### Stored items
-- Opening Marker --
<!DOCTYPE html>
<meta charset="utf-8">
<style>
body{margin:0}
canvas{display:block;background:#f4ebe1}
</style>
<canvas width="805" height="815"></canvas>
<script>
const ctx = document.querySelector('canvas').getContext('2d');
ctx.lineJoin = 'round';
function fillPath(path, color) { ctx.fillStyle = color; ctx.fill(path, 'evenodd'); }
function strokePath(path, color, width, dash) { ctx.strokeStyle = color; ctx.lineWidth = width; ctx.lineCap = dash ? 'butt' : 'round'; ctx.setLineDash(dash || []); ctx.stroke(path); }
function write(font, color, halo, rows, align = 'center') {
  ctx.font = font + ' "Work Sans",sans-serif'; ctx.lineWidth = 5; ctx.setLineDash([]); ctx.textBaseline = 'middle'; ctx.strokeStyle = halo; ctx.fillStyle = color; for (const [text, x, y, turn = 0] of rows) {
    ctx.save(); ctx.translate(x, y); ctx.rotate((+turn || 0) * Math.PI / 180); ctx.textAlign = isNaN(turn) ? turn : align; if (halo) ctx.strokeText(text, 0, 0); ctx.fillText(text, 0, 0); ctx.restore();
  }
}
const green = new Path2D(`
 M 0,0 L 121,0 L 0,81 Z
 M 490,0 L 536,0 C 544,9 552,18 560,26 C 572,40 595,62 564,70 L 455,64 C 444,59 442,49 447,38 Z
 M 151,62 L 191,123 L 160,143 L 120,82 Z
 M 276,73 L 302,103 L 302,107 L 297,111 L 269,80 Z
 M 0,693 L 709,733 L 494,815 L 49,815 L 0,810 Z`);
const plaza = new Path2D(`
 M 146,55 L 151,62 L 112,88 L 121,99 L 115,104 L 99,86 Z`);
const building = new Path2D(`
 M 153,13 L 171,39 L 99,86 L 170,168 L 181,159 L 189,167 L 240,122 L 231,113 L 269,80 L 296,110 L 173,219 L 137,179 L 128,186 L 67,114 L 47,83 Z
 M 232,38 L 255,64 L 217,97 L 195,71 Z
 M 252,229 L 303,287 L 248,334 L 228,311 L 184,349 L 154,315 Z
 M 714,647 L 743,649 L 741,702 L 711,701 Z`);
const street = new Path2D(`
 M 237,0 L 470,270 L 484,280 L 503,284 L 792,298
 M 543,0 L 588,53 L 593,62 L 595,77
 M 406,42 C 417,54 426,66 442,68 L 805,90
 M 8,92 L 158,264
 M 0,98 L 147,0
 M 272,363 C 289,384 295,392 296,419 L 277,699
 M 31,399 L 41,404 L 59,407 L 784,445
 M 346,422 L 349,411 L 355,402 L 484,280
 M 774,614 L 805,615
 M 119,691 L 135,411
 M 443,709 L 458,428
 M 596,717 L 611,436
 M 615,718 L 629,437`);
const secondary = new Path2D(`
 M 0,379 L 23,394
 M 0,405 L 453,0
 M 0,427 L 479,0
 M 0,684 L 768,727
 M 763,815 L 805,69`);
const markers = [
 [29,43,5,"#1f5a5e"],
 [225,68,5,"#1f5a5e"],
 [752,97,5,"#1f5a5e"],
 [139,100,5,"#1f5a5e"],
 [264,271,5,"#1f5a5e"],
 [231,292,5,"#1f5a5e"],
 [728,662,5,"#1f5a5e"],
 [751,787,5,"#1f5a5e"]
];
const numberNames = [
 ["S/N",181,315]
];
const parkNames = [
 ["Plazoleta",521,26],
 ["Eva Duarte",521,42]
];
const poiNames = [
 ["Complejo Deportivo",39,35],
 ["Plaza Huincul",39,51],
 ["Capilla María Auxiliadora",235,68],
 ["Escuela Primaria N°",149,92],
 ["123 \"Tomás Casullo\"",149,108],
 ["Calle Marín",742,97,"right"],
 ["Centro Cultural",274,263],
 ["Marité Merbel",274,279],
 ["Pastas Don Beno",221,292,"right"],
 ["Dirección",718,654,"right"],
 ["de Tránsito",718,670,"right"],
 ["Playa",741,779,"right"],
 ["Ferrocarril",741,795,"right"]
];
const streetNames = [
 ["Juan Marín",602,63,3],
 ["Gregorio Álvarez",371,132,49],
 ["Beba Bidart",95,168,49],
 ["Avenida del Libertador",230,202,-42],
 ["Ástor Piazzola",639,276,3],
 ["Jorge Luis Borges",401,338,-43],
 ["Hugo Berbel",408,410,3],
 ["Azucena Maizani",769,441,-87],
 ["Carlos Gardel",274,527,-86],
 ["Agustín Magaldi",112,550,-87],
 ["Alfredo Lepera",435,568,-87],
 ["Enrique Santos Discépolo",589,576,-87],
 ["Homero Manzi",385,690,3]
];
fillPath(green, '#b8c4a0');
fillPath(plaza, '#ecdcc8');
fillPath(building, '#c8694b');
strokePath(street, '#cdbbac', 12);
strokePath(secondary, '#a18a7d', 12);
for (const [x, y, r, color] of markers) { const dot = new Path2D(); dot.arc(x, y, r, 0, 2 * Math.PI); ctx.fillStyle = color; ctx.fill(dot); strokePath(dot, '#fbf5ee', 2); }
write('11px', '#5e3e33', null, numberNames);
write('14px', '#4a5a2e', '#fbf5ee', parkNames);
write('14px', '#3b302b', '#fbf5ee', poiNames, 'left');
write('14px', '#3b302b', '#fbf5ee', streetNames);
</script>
-- Closing Marker --
### Exercise
Please transcribe the records exactly from their first line through the line holding "function fillPath(path, color)", and leave out all others.

### Answer to the exercise
<!DOCTYPE html>
<meta charset="utf-8">
<style>
body{margin:0}
canvas{display:block;background:#f4ebe1}
</style>
<canvas width="805" height="815"></canvas>
<script>
const ctx = document.querySelector('canvas').getContext('2d');
ctx.lineJoin = 'round';
function fillPath(path, color) { ctx.fillStyle = color; ctx.fill(path, 'evenodd'); }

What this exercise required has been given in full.